Cooley is performing better than his pay. Fans would like the Skins front office to find more like him: competent role players who can grow with the team and signed to affordable contracts that parallel their playing life. Briggs would like the freedom to negotiate a deal in this unusually rich free agent market. If Rosenhaus were Cooley's agent, Chris might want the same. If Rosenhaus is Cooley's agent next season, he might use the same tactics, if the Redskins name him a franchise player. Hmmm.


If that happens, at least Resenhaus won't drop Snyder's name as a potential suitor.


Trivia: Drew Rosenhaus represents: London Fletcher-Baker, Santana Moss, Clinton Portis and Sean Taylor.


Photo: Drew Rosenhaus and Terrell Owens, sportsillustrated.com from here.

2 comments:

Rich Tandler said...

Thanks for the kind words about my stuff.

I'd love to see Cooley get locked up before he hits the FA market, but I don't see it happening. It would almost be irresponsible for an agent to commit his client now given that this year demonstrates how much the market can go up in just one year.

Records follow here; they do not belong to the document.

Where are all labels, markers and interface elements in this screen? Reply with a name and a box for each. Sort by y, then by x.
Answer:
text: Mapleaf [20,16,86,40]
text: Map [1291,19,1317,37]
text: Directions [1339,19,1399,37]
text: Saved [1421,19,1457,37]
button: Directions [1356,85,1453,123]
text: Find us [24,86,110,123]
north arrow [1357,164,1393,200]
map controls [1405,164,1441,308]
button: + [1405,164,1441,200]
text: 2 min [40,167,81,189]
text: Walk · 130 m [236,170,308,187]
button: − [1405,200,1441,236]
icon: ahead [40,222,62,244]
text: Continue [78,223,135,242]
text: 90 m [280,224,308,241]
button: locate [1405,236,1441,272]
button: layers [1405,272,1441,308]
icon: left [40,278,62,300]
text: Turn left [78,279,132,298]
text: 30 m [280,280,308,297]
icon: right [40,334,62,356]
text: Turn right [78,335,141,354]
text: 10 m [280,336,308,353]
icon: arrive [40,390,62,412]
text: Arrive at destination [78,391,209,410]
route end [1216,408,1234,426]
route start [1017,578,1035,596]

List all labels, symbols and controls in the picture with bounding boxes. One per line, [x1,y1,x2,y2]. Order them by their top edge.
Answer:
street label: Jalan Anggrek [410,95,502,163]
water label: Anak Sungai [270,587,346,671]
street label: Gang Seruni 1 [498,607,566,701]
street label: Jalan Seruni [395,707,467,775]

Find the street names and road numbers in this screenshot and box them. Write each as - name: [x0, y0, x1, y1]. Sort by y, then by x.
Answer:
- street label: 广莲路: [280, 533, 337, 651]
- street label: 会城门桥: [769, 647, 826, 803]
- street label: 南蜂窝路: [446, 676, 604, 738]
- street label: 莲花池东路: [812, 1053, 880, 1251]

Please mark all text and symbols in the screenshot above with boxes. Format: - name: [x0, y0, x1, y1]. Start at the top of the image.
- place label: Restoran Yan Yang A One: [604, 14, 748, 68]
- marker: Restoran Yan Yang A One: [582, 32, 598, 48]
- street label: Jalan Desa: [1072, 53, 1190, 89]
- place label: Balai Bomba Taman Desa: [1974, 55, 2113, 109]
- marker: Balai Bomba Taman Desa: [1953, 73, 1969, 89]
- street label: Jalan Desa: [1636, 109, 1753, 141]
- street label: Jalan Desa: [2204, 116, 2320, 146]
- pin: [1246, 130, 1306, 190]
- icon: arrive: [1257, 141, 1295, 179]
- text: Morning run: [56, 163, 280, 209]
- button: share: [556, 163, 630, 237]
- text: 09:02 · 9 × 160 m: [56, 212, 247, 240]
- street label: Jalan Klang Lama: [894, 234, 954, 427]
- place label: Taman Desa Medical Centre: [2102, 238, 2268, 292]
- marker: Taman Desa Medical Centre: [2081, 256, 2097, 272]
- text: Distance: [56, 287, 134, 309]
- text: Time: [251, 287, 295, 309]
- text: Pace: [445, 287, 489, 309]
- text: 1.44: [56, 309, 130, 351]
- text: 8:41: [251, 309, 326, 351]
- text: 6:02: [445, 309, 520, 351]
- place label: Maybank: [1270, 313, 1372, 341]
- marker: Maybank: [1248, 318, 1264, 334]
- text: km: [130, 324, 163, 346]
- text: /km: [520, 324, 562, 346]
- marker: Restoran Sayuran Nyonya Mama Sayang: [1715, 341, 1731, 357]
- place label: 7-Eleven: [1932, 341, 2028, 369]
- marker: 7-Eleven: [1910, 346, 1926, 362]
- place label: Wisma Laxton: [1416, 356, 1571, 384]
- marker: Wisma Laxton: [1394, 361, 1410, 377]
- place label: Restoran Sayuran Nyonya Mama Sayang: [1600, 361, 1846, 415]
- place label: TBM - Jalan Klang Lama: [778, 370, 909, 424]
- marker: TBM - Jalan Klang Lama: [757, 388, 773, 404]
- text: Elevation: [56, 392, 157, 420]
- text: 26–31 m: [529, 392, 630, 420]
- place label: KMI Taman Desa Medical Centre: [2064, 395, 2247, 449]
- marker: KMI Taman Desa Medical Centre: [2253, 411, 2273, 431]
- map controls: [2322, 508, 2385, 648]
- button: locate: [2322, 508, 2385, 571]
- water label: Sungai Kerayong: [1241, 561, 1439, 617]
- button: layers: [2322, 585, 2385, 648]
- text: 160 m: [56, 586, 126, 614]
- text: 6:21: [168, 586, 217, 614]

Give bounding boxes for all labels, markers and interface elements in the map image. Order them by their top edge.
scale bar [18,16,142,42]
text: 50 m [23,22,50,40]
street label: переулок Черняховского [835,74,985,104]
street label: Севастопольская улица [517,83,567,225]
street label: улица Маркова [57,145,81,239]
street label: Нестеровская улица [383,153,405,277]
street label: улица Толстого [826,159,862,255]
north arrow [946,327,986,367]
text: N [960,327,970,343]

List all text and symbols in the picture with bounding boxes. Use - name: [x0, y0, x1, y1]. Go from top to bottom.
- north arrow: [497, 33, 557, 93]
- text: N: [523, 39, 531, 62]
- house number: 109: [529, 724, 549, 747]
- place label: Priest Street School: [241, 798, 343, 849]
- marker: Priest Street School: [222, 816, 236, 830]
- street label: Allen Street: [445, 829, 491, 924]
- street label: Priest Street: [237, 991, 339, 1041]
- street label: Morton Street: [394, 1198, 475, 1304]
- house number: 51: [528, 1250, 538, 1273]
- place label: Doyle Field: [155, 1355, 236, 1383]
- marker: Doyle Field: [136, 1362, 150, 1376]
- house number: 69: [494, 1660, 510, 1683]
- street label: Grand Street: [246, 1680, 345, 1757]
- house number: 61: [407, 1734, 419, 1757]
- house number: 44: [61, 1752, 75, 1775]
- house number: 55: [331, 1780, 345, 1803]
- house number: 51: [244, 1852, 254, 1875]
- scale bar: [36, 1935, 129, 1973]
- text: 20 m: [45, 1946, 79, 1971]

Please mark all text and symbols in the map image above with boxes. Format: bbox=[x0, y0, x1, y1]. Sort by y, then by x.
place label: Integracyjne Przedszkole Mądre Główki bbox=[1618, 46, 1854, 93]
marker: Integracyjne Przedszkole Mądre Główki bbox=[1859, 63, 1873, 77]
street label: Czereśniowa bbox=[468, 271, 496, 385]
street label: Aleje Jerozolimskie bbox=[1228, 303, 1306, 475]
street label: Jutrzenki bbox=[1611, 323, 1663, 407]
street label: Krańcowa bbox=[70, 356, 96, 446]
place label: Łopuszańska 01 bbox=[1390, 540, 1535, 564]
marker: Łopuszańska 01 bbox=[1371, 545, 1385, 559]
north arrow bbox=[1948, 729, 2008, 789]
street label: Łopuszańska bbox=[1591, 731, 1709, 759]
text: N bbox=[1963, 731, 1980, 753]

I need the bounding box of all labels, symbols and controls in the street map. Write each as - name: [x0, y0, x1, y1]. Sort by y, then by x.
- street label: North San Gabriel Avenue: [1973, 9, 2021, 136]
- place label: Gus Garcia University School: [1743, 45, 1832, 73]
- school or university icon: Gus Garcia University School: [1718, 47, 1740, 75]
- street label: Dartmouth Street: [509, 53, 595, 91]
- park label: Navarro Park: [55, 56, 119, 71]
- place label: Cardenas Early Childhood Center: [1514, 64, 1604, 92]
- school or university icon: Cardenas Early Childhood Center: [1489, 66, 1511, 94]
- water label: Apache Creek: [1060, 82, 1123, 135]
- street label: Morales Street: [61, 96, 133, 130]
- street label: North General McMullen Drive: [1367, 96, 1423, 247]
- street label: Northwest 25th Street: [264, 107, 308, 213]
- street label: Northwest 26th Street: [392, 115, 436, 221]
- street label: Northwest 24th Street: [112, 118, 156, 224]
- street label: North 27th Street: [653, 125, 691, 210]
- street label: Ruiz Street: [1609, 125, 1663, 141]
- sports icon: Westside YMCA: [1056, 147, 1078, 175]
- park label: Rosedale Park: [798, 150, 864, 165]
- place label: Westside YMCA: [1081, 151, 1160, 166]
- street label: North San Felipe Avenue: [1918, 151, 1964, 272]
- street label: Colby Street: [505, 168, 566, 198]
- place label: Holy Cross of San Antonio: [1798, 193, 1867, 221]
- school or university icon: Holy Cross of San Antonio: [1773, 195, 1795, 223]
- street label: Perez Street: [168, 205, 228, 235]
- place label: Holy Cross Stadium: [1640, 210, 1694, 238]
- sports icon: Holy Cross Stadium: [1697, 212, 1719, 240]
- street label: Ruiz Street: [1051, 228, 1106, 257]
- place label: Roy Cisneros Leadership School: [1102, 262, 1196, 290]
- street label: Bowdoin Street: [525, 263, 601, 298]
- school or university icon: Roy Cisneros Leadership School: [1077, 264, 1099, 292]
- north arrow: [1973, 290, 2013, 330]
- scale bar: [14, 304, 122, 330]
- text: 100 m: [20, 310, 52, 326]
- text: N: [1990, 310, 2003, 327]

That's why Dockery didn't sign last year and he cashed in big.

If I had to bet I'd say that Cooley stays, but it's far from certain. They may have to use the franchise tag to pull it off.

Ben Folsom said...

I totally agree with this piece. The relationship between Drew and Dan is only the way it is because Drew gets what he wants: outsized contracts for his players. Drew pretends he likes the way Dan does business all the while laughing behind Dan's back as he snorts another line off a hooker's tits.

The minute the Redskins go all Eagles, tearing up rookie contracts before they're over and trying to lock in young talent with long-term, affordable, non-franchise type money two years or more before they hit the market, Drew will miracuously start talking about Dan the way he talked about Jeff Lurie during the TO Eagles affair.